Making paper

I have always been a collector of beautiful handmade paper. After the initial investment (~$50) for supplies, it’s a fairly easy process to make your own paper. I recommend buying a blender just for making paper that way you are not worried about contaminating your food if you don’t clean it completely. You also need to get some window screen. You can use the metal kind but I like the fiberglass window screen since it’s easier to manipulate. And finally, you need plastic needlework hoops since it’s easy to take them apart.

I used to make paper with my elementary school students for Earth Day and they were amazed about how we could recycle paper to make more paper. First, throw scrap paper into a bucket instead of throwing it away. You can use regular white paper, magazine pages, newspaper, tissue paper, and construction paper. You have to use the magazine pages, newspaper, and cardboard sparingly because it darkens the paper a lot. I like to have those in there but most of the paper should be white scrap paper. Let the paper soak a few hours or overnight to soften.


Before I put it in the blender, I usually roll some new toilet paper in the bucket to whiten up the color.


Add a couple of cups of water to the mush and blend it up. If you want color, throw in a piece of colored construction paper.

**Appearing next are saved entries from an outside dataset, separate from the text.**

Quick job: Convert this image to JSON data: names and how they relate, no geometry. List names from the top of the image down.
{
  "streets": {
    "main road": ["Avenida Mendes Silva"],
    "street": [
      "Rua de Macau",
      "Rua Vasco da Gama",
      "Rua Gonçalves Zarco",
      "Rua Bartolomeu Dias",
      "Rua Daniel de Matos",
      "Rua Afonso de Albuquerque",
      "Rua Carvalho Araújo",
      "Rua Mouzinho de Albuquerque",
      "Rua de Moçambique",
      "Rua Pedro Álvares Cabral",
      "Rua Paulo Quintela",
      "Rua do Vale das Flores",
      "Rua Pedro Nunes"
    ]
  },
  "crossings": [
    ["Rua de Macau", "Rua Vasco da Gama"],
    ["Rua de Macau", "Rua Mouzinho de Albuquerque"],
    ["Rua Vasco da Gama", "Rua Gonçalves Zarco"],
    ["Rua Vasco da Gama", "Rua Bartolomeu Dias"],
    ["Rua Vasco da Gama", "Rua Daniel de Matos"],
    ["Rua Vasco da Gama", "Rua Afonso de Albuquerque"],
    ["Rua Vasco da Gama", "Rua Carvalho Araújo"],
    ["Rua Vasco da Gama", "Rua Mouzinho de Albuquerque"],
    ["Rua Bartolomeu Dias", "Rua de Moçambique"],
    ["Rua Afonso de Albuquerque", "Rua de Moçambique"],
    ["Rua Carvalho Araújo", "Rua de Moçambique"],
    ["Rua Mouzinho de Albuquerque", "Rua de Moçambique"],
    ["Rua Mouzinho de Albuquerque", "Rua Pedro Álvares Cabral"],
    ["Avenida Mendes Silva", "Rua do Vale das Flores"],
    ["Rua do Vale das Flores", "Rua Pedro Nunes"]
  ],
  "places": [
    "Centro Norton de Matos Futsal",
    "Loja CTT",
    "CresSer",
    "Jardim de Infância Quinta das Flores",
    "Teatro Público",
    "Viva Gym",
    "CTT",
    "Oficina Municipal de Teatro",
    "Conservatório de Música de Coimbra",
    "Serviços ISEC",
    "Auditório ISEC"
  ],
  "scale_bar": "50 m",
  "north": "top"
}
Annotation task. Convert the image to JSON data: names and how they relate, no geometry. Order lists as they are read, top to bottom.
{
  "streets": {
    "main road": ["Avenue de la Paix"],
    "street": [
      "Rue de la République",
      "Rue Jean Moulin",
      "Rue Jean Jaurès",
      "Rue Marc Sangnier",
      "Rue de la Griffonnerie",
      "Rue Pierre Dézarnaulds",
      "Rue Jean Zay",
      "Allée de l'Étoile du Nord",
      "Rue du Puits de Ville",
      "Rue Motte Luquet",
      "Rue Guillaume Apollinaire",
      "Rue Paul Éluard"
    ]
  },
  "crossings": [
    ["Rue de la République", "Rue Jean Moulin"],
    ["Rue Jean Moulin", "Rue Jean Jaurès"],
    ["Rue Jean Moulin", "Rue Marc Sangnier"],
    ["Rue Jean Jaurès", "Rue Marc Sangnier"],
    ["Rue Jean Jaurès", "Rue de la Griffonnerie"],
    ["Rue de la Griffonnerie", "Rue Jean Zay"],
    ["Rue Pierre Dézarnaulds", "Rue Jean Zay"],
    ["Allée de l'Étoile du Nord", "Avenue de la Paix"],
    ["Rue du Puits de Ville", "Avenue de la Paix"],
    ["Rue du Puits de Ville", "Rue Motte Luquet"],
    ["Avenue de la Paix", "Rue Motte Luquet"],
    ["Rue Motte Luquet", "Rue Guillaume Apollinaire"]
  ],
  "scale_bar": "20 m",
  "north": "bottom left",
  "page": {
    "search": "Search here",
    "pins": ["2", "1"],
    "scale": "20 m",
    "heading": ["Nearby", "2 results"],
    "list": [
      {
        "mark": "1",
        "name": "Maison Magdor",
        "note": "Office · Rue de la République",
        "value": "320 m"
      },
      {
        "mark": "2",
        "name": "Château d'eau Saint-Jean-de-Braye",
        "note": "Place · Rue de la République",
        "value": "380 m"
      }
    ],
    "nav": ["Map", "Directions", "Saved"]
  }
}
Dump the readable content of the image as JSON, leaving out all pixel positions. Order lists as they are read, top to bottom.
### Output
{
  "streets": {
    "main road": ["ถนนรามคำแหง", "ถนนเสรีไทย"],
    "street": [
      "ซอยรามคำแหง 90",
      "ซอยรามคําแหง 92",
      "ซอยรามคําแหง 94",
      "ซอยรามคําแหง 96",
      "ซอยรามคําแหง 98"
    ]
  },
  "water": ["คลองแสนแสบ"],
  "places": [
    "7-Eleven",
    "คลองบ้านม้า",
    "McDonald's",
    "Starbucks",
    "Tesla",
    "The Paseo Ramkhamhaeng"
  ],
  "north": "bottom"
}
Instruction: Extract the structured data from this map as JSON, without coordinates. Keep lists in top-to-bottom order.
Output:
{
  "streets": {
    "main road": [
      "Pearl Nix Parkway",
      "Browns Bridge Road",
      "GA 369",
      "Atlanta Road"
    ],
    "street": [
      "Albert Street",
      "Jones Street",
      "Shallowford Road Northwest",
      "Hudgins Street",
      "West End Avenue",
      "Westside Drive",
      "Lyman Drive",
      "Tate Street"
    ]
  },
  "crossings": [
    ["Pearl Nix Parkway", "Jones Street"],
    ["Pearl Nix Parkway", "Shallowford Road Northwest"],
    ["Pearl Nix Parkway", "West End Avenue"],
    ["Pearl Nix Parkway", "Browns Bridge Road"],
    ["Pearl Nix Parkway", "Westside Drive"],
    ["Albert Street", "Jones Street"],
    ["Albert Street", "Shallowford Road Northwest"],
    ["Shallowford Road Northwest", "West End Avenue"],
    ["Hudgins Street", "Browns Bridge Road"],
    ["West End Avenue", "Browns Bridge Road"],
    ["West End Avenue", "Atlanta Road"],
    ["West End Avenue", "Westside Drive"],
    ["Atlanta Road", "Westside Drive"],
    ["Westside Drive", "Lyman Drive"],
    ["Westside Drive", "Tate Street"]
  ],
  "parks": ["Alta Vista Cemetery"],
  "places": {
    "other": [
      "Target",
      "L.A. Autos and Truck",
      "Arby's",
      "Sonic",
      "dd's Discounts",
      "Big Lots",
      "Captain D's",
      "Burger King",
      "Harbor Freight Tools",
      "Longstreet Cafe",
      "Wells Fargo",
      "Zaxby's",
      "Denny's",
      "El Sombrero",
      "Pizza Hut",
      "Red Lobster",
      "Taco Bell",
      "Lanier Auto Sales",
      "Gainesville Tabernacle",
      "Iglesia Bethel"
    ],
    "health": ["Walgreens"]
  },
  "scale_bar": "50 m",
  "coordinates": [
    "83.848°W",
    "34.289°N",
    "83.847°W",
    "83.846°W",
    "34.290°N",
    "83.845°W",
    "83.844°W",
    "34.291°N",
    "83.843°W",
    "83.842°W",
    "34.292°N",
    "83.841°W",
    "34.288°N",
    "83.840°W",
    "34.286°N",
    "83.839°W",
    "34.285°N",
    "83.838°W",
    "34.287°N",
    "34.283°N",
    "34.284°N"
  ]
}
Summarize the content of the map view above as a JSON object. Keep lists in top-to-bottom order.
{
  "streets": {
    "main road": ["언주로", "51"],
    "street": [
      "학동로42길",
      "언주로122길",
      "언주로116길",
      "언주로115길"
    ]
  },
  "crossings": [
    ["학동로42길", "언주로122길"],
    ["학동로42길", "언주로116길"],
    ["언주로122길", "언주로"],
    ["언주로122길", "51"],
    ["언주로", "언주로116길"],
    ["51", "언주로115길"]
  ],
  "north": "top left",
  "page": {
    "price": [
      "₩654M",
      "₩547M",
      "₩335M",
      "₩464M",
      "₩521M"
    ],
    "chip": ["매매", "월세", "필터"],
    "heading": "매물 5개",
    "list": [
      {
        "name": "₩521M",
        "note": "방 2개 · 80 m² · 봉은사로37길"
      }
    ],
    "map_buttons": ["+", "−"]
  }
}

IMG_9537You have to play with time and mixing speeds to see the difference in consistency. If you do not blend it enough, it will be thick and lumpy. If you blend it too much, it will be too thin and lose a lot of the “homemade” look. Next, pour it in a giant tub with more water. Some people add liquid starch to the pulp to help the texture and it supposedly makes the paper easier to write on but I usually don’t have it on hand so I skip this step. Cut a piece of the window screen and place it in the needlework hoop. Try to fit it tightly. The pulp floats to the top so you just scoop the pulp through the hoop. You can tear pieces of newspaper, throw in some dried flowers, add coloring, or even some glitter to liven things up.

Rest the frame on some newspaper.


When it is not dripping wet, I just put it on an old rug to dry. You can also put it on paper towels or regular, flat towels.



Once dried, you can carefully peel it off the screen. If the flower is not embedded in the paper (like this example), I usually use some glue to make sure the flower does not come off.


I usually trim it to make a square for use in scrapbooks or cards so you do lose some of the paper but I’ve tried using square or rectangular picture frames and I’ve found the needlepoint hoops are the easiest to use with kids.
IMG_9593Once you do it a few times, you can try different materials. When I was visiting Thailand some years back, we took a paper making tour. They used the bark from mulberry trees to make gorgeous paper. Though the operation was on a bigger scale, the basics were pretty much the same.